What to Expect in Our Work Together
The Therapeutic Process
I often tell people at the beginning that therapy isn’t a straight line. It ebbs and flows, expands and deepens, which means it will look and feel different from session to session. Some days we might find ourselves tapping into memories or patterns that have shaped you, or noticing the protective parts of you that once kept you safe but now feel confining. Other days, we may simply sit with whatever is present. These insights can emerge gradually and gently, sometimes through words, sometimes through silence, sensation, or emotion.
What you can consistently expect in our work together, though, is a gentle, explorative space where we meet whatever arises with warmth, humanness, and non-judgment. However you arrive, whether you're carrying something specific or just a quiet, persistent urge to understand yourself more fully, there is room for it here.
My Personal Philosophy
What guides me at Purnell Counseling is the belief that you are not a problem to be solved, but a person to be understood. We’ll work together in a way that honors your unique story, your rhythms, and the innate wisdom you already carry. My personal philosophy stems from the belief that healing is most effective when approached from a holistic, integrative perspective — one that honors both mind and body and is centered around your voice and needs.
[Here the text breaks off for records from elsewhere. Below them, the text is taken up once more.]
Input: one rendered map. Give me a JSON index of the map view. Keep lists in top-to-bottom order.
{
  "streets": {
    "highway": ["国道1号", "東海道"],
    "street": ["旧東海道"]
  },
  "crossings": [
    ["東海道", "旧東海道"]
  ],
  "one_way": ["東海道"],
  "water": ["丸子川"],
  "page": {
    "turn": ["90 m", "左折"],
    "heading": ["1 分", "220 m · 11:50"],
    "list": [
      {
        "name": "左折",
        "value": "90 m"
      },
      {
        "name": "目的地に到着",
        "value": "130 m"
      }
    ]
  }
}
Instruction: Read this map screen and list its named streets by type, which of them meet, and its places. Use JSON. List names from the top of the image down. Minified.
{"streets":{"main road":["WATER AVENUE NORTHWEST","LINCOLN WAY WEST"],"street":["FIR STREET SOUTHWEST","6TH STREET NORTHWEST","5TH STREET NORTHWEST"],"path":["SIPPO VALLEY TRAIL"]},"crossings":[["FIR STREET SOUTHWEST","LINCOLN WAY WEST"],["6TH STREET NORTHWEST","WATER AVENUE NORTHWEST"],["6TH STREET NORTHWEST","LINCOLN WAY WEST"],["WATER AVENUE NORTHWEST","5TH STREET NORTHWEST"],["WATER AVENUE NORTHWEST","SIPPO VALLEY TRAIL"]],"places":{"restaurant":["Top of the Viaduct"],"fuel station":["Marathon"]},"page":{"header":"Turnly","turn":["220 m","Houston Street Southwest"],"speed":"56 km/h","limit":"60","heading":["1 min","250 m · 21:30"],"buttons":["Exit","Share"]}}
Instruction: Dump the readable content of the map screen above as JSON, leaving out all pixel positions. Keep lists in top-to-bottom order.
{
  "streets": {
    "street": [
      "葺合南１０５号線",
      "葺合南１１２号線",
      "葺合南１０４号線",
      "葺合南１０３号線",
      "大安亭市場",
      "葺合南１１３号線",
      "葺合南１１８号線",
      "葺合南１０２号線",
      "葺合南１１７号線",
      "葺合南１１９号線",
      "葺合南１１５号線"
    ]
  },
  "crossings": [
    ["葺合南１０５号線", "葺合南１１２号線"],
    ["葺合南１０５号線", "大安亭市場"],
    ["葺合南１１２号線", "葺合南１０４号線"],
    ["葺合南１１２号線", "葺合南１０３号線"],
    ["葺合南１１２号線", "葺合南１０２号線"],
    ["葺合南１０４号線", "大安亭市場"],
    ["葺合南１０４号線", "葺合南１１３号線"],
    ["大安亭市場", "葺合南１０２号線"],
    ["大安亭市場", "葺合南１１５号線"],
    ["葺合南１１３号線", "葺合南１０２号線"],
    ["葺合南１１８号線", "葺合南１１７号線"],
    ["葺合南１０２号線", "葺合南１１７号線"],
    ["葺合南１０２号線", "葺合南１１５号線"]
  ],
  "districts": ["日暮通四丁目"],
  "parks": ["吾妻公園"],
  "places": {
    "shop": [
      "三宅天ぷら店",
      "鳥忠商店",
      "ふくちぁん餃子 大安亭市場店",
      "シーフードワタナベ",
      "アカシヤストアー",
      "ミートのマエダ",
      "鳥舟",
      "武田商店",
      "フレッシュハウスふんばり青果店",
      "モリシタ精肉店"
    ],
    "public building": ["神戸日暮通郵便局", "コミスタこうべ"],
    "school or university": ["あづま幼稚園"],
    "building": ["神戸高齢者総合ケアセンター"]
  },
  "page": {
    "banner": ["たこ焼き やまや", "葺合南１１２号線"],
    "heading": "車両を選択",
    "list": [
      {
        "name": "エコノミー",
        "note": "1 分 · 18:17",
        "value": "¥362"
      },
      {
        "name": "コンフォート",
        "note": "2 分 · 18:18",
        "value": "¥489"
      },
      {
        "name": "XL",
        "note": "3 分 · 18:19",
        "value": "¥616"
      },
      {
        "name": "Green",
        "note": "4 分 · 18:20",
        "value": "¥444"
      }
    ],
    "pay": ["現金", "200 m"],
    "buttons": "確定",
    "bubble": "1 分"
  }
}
By moving at a pace that meets you where you are, without imposing my own agenda or assuming my view of you is the right one, I create space for you to arrive at insights in your own time and in a way that feels true to you. Healing cannot be forced from the outside and happens most deeply when it comes from within. My role is to be a companion on your journey and to support you by guiding you toward your own healing and lasting understanding.
Guiding Frameworks in Our Sessions
My approach is rooted in psychodynamic therapy, which explores how early relationships and past experiences shape how we think, feel, and relate to ourselves and others in the present moment. Unlike some therapies that focus mainly on symptoms or behaviors, psychodynamic work seeks to look beneath the surface to uncover the deeper patterns and stories that influence our lives. Life often brings us back to these old patterns, but within them lies the opportunity for healing, growth, and new ways of being.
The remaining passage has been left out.